Acting

Do you ever get the feeling that you are an actor in some sort of play? Lately, I have been watching myself being an actor, speaking as if I am reading from a script, saying things that sometimes sound genuine and sometimes not, using body language and hand gestures in a particular way, etc.

Sometimes I just catch myself and wonder why I am saying or doing something, as it will suddenly seem so contrived. For example, why did I move my hand in that way? Or, that yawn I just yawned was so obviously acted! It seemed so orchestrated, as if I were indeed following some stage direction that has told me to move my hand in that way, or to yawn as I sat down in that chair. Or I notice a certain tone of voice, and wonder why I used that tone of voice – it seems too dramatic, or exaggerated, or something.

I am putting this together with an experience I had over four years ago in which I “saw” that everyone is really acting, I mean really acting, and that this is all some elaborate drama in which we are all participating. When I saw this, I saw that some people were completely oblivious to the fact that they were acting, and some people, fewer in number, were aware that they were acting on some level.

However, everyone I observed was completely absorbed in their roles, and playing them out to perfection. In fact, there was absolutely no way that they couldn’t have been perfect at their roles. After all, they were playing “themselves,” and how can you screw that up? (I’m not claiming here that this makes any logical sense, in case you were wondering.)

For some reason, I am seeing that more than ever right now. (Coincidentally, a friend who was over last night wanted to watch the movie, “The Nines.” That movie portrays this concept really well.) This is all adding to the realization that none of this is real, that we, or I, or all of us, have decided to have a particular experience on this plane of existence, and we are all playing it out, quite literally acting it out, having the experience we all wanted to have.
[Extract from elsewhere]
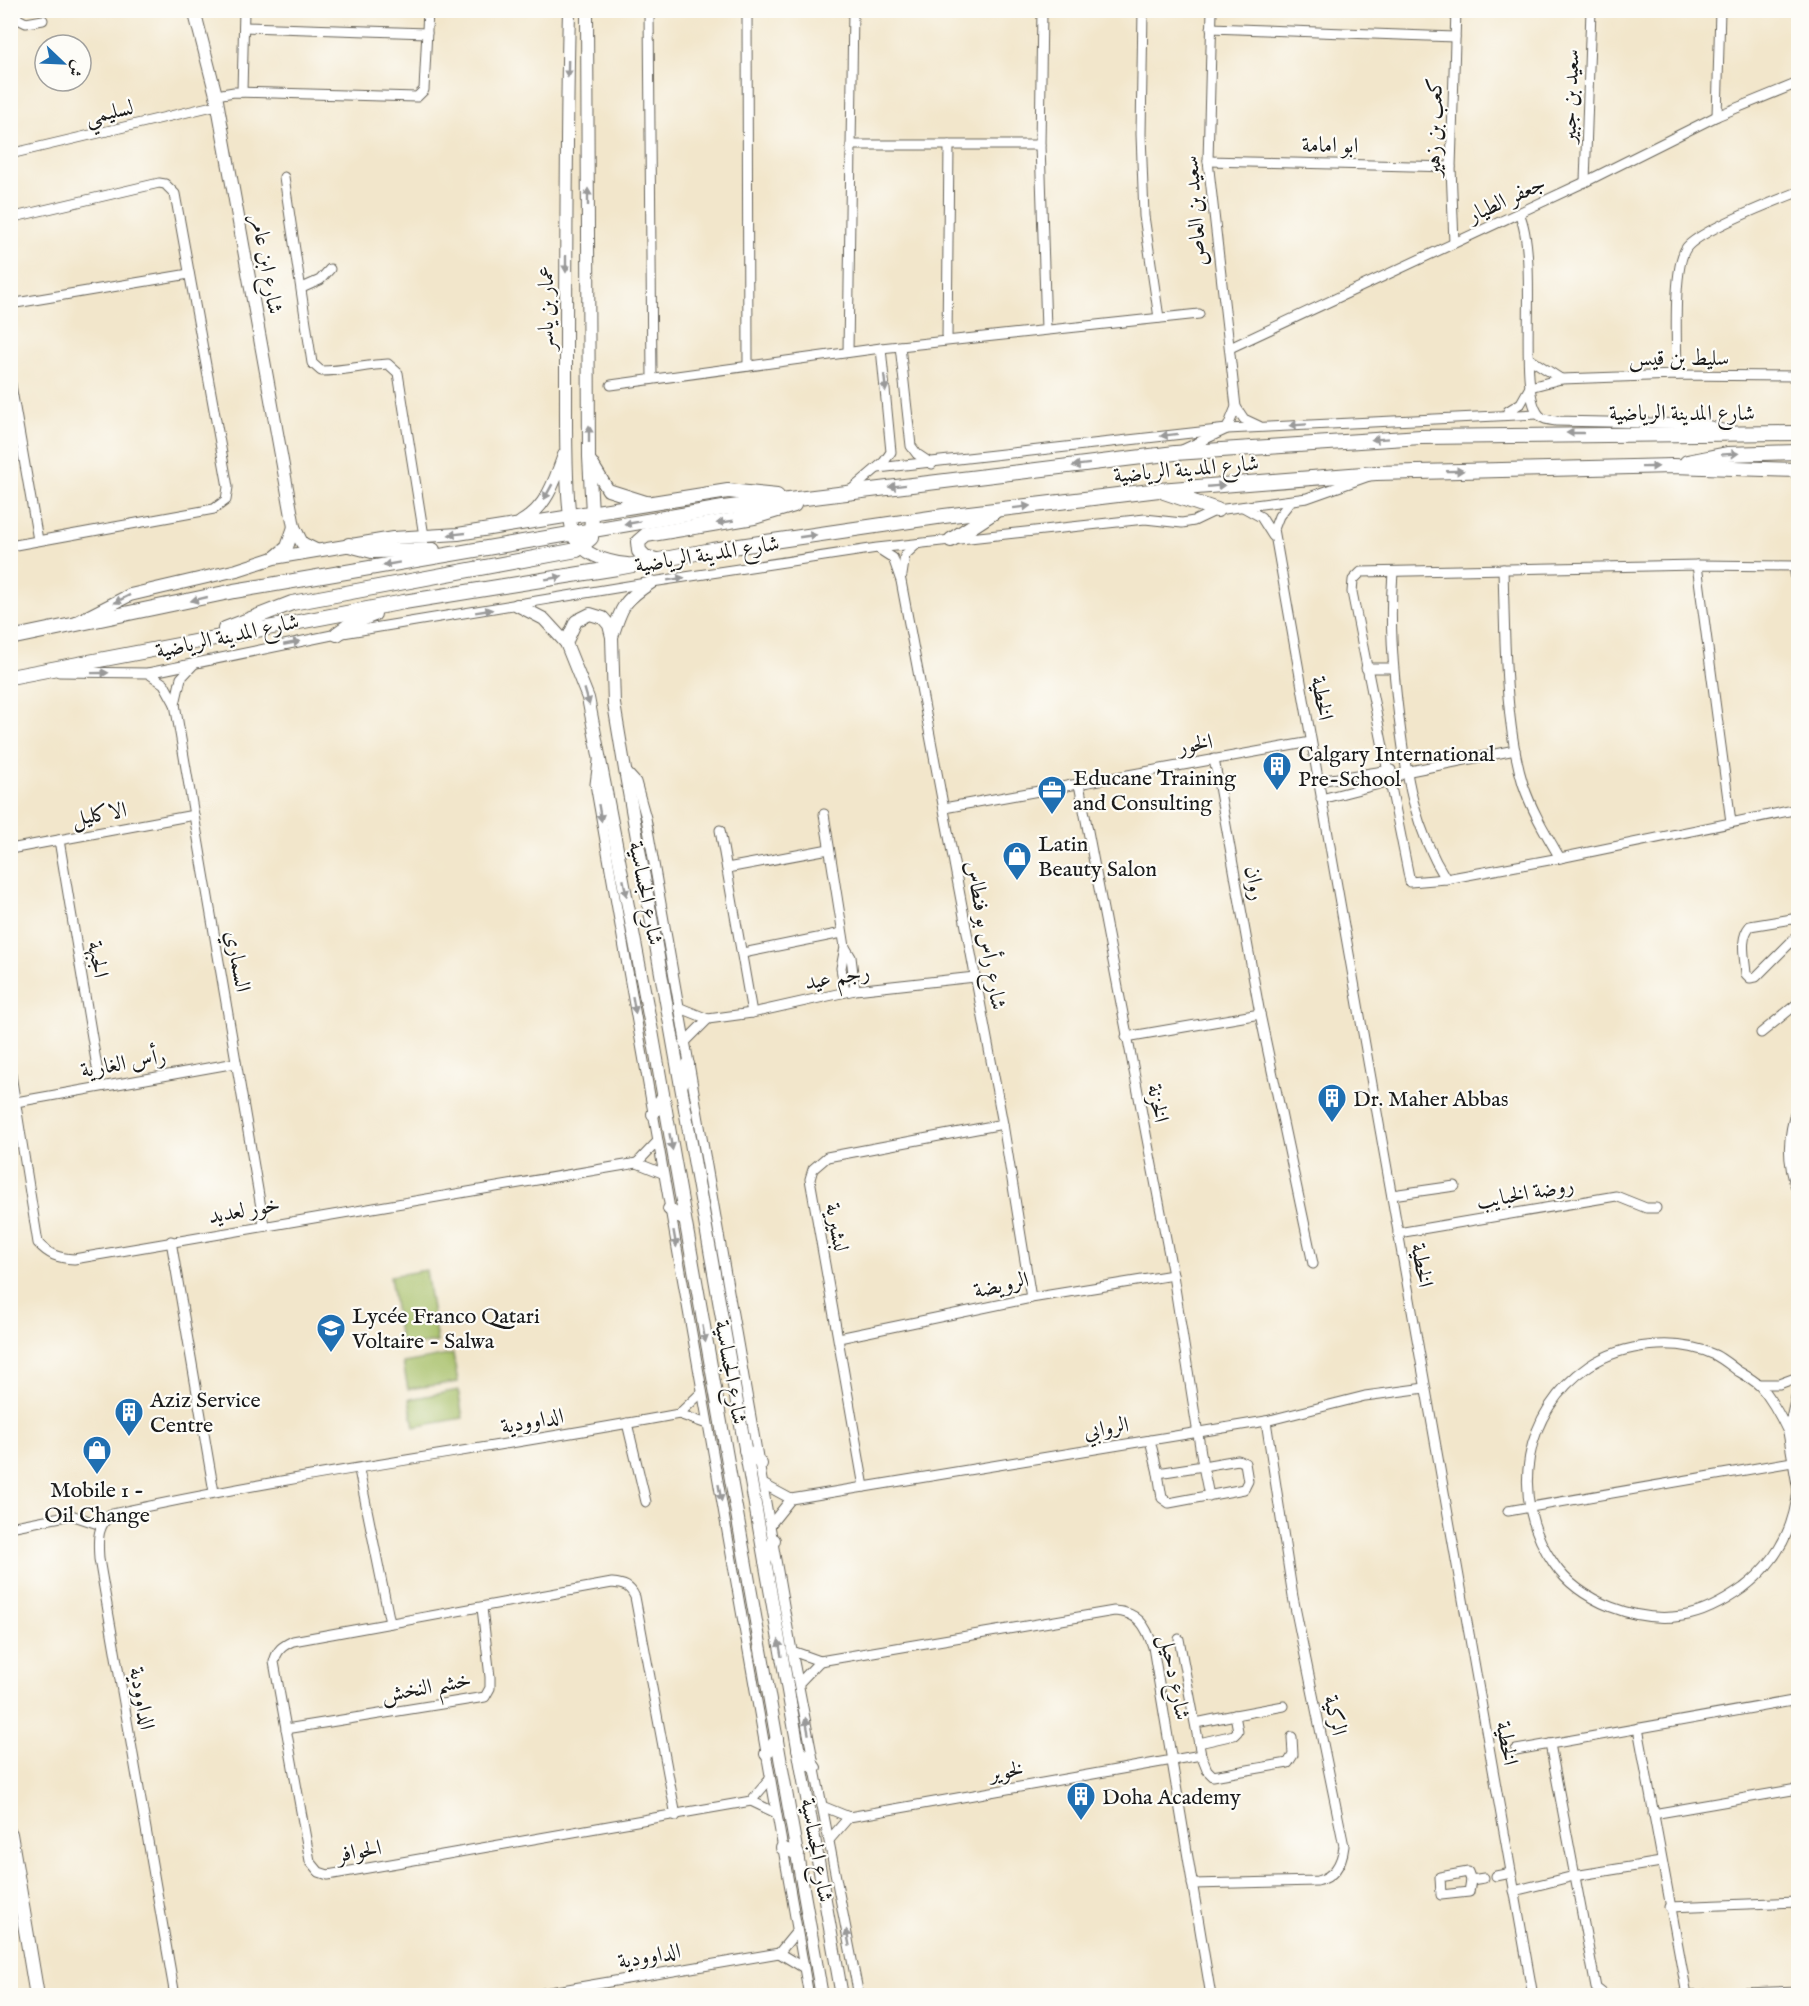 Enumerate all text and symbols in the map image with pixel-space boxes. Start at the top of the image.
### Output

As I write this, I am feeling that the next post will have to do with the script writing process. Fun!

2 thoughts on “Acting

  1. As I read this, I thought about some “friends” I’ve had in the past who I had to let go of, as they were acting the drama queen, the victim, the angry guy, etc. In my experience and teachings, I call these masks. We all wear them, but they are not always the experience we “want” to have. Somehow, in our past we were programed to have them. The key here is self awareness. When I put on a mask that no longer serves me, I recognize it and shift it into a roll (mask) I want to play in a better light, or higher light. We can all shift rolls at any moment. Luckily I have dear friends who point out my old masks that I have grown out of, but can easily fall back into if I am not conscience.
    That said, I realize that I do like the acting roll I have chosen in this point of my life and I love my co-stars!
    Thanks for your blog… it is always interesting to hear your perceptions/reflections on life.